TASK ITEM: Each line below is to be set down again exactly.

===== SOURCE RECORDS =====

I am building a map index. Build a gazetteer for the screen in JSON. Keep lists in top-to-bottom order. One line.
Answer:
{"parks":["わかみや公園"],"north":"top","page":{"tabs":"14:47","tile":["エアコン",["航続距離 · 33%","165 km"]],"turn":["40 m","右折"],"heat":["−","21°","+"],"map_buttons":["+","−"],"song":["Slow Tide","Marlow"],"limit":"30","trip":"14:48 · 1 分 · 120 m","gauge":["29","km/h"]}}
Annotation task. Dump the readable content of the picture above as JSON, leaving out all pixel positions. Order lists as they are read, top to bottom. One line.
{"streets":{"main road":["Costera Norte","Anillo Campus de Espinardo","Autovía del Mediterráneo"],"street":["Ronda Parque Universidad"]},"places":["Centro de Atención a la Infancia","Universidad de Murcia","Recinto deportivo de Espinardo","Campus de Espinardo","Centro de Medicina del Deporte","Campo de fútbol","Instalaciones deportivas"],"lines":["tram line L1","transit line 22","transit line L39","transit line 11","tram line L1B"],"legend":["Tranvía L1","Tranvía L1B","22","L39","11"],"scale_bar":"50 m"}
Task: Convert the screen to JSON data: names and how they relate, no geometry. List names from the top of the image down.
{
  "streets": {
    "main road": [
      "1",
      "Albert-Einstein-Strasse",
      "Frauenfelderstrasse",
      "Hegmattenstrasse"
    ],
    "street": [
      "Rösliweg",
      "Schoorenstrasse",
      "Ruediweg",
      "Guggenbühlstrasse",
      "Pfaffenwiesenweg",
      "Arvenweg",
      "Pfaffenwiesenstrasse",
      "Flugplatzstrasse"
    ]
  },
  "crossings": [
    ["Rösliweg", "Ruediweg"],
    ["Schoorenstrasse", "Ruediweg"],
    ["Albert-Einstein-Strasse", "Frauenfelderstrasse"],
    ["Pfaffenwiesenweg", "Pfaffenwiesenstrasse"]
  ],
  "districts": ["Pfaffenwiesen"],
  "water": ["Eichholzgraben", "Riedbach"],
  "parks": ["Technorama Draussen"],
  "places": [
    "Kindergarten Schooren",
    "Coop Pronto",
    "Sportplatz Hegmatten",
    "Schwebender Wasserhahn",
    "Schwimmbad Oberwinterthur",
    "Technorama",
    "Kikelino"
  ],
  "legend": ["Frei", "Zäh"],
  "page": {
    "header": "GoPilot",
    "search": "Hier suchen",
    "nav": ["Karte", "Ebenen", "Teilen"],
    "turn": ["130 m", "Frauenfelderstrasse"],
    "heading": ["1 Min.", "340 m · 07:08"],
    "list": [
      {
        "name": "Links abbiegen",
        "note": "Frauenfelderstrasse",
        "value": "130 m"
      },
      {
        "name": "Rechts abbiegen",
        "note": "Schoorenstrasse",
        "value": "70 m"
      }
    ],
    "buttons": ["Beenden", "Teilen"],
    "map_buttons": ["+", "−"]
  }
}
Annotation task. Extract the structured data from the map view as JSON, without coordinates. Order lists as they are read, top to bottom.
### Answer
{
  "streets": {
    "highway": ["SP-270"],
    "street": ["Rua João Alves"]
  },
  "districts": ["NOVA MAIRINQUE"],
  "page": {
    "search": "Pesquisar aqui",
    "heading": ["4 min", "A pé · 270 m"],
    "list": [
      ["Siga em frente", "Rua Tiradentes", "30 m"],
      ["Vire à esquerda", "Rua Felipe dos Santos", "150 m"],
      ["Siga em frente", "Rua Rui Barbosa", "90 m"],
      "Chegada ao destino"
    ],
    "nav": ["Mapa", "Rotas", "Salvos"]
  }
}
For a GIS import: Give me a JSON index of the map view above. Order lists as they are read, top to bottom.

=====

ANSWER SPACE:
I am building a map index. Build a gazetteer for the screen in JSON. Keep lists in top-to-bottom order. One line.
Answer:
{"parks":["わかみや公園"],"north":"top","page":{"tabs":"14:47","tile":["エアコン",["航続距離 · 33%","165 km"]],"turn":["40 m","右折"],"heat":["−","21°","+"],"map_buttons":["+","−"],"song":["Slow Tide","Marlow"],"limit":"30","trip":"14:48 · 1 分 · 120 m","gauge":["29","km/h"]}}
Annotation task. Dump the readable content of the picture above as JSON, leaving out all pixel positions. Order lists as they are read, top to bottom. One line.
{"streets":{"main road":["Costera Norte","Anillo Campus de Espinardo","Autovía del Mediterráneo"],"street":["Ronda Parque Universidad"]},"places":["Centro de Atención a la Infancia","Universidad de Murcia","Recinto deportivo de Espinardo","Campus de Espinardo","Centro de Medicina del Deporte","Campo de fútbol","Instalaciones deportivas"],"lines":["tram line L1","transit line 22","transit line L39","transit line 11","tram line L1B"],"legend":["Tranvía L1","Tranvía L1B","22","L39","11"],"scale_bar":"50 m"}
Task: Convert the screen to JSON data: names and how they relate, no geometry. List names from the top of the image down.
{
  "streets": {
    "main road": [
      "1",
      "Albert-Einstein-Strasse",
      "Frauenfelderstrasse",
      "Hegmattenstrasse"
    ],
    "street": [
      "Rösliweg",
      "Schoorenstrasse",
      "Ruediweg",
      "Guggenbühlstrasse",
      "Pfaffenwiesenweg",
      "Arvenweg",
      "Pfaffenwiesenstrasse",
      "Flugplatzstrasse"
    ]
  },
  "crossings": [
    ["Rösliweg", "Ruediweg"],
    ["Schoorenstrasse", "Ruediweg"],
    ["Albert-Einstein-Strasse", "Frauenfelderstrasse"],
    ["Pfaffenwiesenweg", "Pfaffenwiesenstrasse"]
  ],
  "districts": ["Pfaffenwiesen"],
  "water": ["Eichholzgraben", "Riedbach"],
  "parks": ["Technorama Draussen"],
  "places": [
    "Kindergarten Schooren",
    "Coop Pronto",
    "Sportplatz Hegmatten",
    "Schwebender Wasserhahn",
    "Schwimmbad Oberwinterthur",
    "Technorama",
    "Kikelino"
  ],
  "legend": ["Frei", "Zäh"],
  "page": {
    "header": "GoPilot",
    "search": "Hier suchen",
    "nav": ["Karte", "Ebenen", "Teilen"],
    "turn": ["130 m", "Frauenfelderstrasse"],
    "heading": ["1 Min.", "340 m · 07:08"],
    "list": [
      {
        "name": "Links abbiegen",
        "note": "Frauenfelderstrasse",
        "value": "130 m"
      },
      {
        "name": "Rechts abbiegen",
        "note": "Schoorenstrasse",
        "value": "70 m"
      }
    ],
    "buttons": ["Beenden", "Teilen"],
    "map_buttons": ["+", "−"]
  }
}
Annotation task. Extract the structured data from the map view as JSON, without coordinates. Order lists as they are read, top to bottom.
### Answer
{
  "streets": {
    "highway": ["SP-270"],
    "street": ["Rua João Alves"]
  },
  "districts": ["NOVA MAIRINQUE"],
  "page": {
    "search": "Pesquisar aqui",
    "heading": ["4 min", "A pé · 270 m"],
    "list": [
      ["Siga em frente", "Rua Tiradentes", "30 m"],
      ["Vire à esquerda", "Rua Felipe dos Santos", "150 m"],
      ["Siga em frente", "Rua Rui Barbosa", "90 m"],
      "Chegada ao destino"
    ],
    "nav": ["Mapa", "Rotas", "Salvos"]
  }
}
For a GIS import: Give me a JSON index of the map view above. Order lists as they are read, top to bottom.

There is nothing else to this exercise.